- **ACTIVITY**
Every line in the listing below that holds the word "position" should be returned.

- **STUDY MATERIAL**
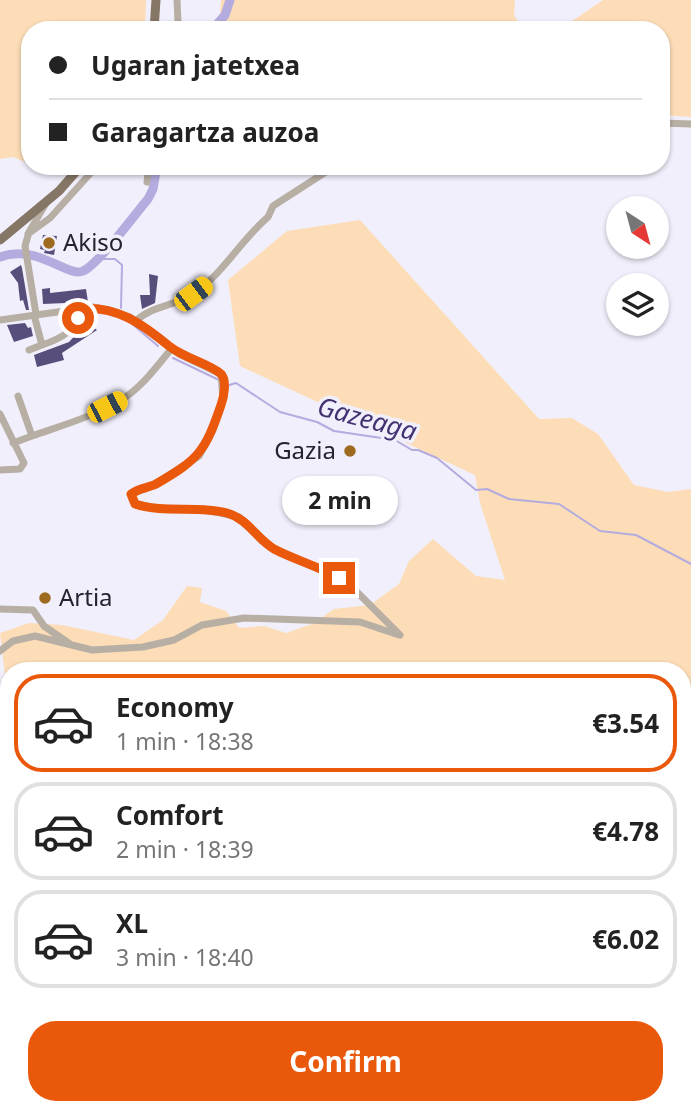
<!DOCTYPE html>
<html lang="en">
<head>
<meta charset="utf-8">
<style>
  :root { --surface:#fff; --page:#f2f2f2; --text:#222; --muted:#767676; --line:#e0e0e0; --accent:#ea580c }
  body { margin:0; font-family:"Noto Sans",sans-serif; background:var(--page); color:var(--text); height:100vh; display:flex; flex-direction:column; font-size:26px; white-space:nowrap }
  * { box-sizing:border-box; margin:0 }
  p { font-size:23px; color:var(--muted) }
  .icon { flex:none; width:38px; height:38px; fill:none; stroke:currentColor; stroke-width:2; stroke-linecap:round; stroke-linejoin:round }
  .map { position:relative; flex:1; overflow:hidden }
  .side { position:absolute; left:0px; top:662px; width:691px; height:453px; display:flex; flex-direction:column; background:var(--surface); border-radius:28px 28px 0 0; box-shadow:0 2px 5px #0004 }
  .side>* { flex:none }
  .hud { position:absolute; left:21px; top:21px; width:649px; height:154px; border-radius:28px; box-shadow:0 2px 5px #0004; display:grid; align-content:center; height:154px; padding:0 28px; background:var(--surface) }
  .needle { width:46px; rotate:144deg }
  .fabs { position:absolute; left:606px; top:196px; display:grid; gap:14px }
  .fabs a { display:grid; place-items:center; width:63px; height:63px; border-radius:50%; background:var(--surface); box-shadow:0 2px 5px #0004; font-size:35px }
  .end { position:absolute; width:32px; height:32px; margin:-16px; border:9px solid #ea580c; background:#fff; box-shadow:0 0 0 4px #fff }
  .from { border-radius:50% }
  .bubble { position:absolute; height:49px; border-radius:24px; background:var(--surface); box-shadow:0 2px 5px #0004; font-size:23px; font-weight:700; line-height:49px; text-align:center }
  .car { position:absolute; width:21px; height:42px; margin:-21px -10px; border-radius:9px; box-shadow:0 0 5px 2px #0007; background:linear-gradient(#f5c518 24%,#345 0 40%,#f5c518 0 76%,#345 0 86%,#f5c518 0) }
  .hud b { display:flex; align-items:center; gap:24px; height:66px; font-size:26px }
  .hud b+b { border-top:2px solid var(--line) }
  .hud i { width:18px; height:18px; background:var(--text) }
  ul { padding:12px 0 0; list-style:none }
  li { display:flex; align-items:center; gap:21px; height:98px; margin:0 14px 10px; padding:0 14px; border:4px solid var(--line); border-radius:28px }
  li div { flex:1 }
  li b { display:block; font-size:26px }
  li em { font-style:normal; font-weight:700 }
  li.current { border-color:var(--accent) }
  li>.icon { width:63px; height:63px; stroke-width:1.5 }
  .cta { display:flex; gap:14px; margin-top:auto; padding:14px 28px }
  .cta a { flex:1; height:80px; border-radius:28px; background:var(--accent); color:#fff; font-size:28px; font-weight:700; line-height:80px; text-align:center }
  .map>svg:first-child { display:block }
  .green { fill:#fcddb7 }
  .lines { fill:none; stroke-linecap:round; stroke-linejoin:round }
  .stream { stroke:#b4abdf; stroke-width:2 }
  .river { stroke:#b4abdf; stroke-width:9 }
  .building { fill:#584e7c }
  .minor { stroke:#b7aea4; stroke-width:7 }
  .major { stroke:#867665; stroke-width:9 }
  .route { stroke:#ea580c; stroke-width:9 }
  .poi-dot { fill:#9d6a20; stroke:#f1effb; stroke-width:2.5 }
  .labels { text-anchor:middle; stroke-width:7; stroke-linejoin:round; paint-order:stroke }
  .poi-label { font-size:24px; fill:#25232d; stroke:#f1effb; text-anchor:start }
  .water-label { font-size:26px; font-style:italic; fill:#433271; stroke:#f1effb }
</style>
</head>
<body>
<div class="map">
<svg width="691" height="1114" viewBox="0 0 691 1114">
  <rect width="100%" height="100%" fill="#f1effb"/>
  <!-- green -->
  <path class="green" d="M 0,0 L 146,0 L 145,30 L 30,30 L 30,164 L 13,157 L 0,159 Z
    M 221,0 L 515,0 L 514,15 L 521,26 L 548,30 L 219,30 Z
    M 603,0 L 691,0 L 691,117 L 662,115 L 662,30 L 559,30 Z
    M 360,220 L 539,419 L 572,418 L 598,434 L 634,485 L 668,492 L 691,489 L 691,1114 L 567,1114 L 564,1106 L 682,1106 L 682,670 L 9,670 L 9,709 L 0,633 L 29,623 L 62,625 L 134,640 L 163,620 L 187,586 L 202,588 L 200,602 L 226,611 L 239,628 L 264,626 L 286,633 L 312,624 L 334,609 L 370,605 L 399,584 L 409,561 L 433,539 L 476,576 L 505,580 L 480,503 L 475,475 L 240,366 L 228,280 L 287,231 Z
    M 9,808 L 9,1021 L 0,1057 L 0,819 Z
    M 404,1106 L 482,1106 L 478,1114 L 406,1114 Z"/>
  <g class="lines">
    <!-- stream -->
    <path class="stream" d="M 97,259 L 115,259 L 122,265 L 121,308
      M 131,323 L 158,346
      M 173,358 L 219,380
      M 226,386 L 236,383 L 280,412 L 317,422 L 334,431 L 395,440 L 412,450 L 418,450 L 437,458 L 476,490 L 487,489 L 509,499 L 559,504 L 600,531 L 636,535 L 691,564"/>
    <!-- river -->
    <path class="river" d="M 212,30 L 225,15 L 230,0
      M 0,257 C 36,243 68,278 83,271 C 98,265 135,214 148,199 L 153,189 L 157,166"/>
  </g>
  <!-- building -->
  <path class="building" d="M 43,235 L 57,236 L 54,255 L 44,253 L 45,250 L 40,249 Z
    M 21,265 L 22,268 L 29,310 L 26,310 L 23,300 L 20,301 L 18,283 L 10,272 Z
    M 149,274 L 158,276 L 155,303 L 142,309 L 140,295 L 150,295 Z
    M 50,288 L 50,293 L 86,289 L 88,302 L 43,304 L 42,289 Z
    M 87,316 L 97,318 L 94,328 L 97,330 L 62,353 L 64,360 L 37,367 L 34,355 L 69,342 L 81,329 Z
    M 25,323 L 28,328 L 31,327 L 33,336 L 14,342 L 7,325 Z"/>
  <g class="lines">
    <!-- minor -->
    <path class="minor" d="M 177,0 L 178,22 L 181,30
      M 662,123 L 691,124
      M 147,182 L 149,166
      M 28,234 L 50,218 L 97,166
      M 36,314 L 25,246 L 29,232 L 45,205
      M 34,315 L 42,345 C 60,339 79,330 78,309
      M 0,320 L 93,307 L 112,311 L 130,317 L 179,354 L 221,374 L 223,399 L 213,430 L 199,456 L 152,486 L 131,494 L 135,504 L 165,509 L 202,509 L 239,517 L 262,541 L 276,550 L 339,578 L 354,589 L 400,635
      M 137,320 C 153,305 178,306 196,292 C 224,272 241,240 268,217 L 273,206 L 335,166
      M 29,350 L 42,345
      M 0,414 L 24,463 L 20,469 L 0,470
      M 32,436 C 63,425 99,415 127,396 C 145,383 158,365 172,348
      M 13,443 L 32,436 L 18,396
      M 0,609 L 33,610 L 44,626 L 70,644
      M 0,651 L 13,641 L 35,636 L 92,650 L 143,647 L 174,640 L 202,625 L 244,618 L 360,622 L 399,635
      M 0,881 L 9,881
      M 272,1106 L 282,1111 L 292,1106
      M 62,1110 L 69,1114
      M 174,1114 L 180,1106
      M 321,1114 L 331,1106"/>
    <!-- major -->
    <path class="major" d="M 154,30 L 156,0
      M 0,240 L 59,191 L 81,166"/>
  </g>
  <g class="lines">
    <!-- route -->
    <path class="route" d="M 78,318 L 78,309 C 116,305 141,323 169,346 C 184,358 210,364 221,374 C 227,380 224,397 221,405 C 205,452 199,459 156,484 C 148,488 139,488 131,494 L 135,504 C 165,514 197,505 227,513 C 248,519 256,538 274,549 C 295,560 318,566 339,578"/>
  </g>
  <!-- markers -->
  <g class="poi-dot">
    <circle cx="49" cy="243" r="7"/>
    <circle cx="350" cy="451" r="7"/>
    <circle cx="45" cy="598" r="7"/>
  </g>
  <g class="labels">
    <!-- poi labels -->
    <g class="poi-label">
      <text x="63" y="251">Akiso</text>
      <text x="336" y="459" text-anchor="end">Gazia</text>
      <text x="59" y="606">Artia</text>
    </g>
    <!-- water labels -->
    <g class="water-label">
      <text transform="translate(367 419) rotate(15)" y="9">Gazeaga</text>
    </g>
  </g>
</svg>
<div class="fabs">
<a><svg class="needle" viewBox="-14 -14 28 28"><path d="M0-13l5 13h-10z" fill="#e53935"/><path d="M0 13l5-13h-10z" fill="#767676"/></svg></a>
<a><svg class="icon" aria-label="layers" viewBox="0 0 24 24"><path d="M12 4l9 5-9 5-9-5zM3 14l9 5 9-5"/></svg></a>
</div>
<i class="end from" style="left:78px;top:318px"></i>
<i class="end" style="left:339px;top:578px"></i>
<div class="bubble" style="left:282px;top:476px;width:116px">2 min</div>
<i class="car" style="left:193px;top:294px;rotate:53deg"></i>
<i class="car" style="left:107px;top:407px;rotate:63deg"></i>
<div class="hud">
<b><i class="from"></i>Ugaran jatetxea</b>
<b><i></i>Garagartza auzoa</b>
</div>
<section class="side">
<ul>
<li class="current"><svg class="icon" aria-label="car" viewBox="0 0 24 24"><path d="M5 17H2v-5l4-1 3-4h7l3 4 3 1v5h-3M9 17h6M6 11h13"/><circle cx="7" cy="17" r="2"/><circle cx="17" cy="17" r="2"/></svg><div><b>Economy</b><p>1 min · 18:38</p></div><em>€3.54</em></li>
<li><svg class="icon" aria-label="car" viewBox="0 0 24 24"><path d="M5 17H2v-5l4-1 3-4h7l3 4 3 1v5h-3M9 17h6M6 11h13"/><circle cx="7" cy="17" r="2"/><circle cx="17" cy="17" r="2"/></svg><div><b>Comfort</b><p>2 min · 18:39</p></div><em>€4.78</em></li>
<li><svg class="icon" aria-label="car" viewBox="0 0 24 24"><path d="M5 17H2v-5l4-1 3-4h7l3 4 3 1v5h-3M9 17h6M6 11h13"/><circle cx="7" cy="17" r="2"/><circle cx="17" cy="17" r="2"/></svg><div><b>XL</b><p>3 min · 18:40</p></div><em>€6.02</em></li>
</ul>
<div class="cta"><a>Confirm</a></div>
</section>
</div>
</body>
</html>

- **EXERCISE RESPONSE**
  .map { position:relative; flex:1; overflow:hidden }
  .side { position:absolute; left:0px; top:662px; width:691px; height:453px; display:flex; flex-direction:column; background:var(--surface); border-radius:28px 28px 0 0; box-shadow:0 2px 5px #0004 }
  .hud { position:absolute; left:21px; top:21px; width:649px; height:154px; border-radius:28px; box-shadow:0 2px 5px #0004; display:grid; align-content:center; height:154px; padding:0 28px; background:var(--surface) }
  .fabs { position:absolute; left:606px; top:196px; display:grid; gap:14px }
  .end { position:absolute; width:32px; height:32px; margin:-16px; border:9px solid #ea580c; background:#fff; box-shadow:0 0 0 4px #fff }
  .bubble { position:absolute; height:49px; border-radius:24px; background:var(--surface); box-shadow:0 2px 5px #0004; font-size:23px; font-weight:700; line-height:49px; text-align:center }
  .car { position:absolute; width:21px; height:42px; margin:-21px -10px; border-radius:9px; box-shadow:0 0 5px 2px #0007; background:linear-gradient(#f5c518 24%,#345 0 40%,#f5c518 0 76%,#345 0 86%,#f5c518 0) }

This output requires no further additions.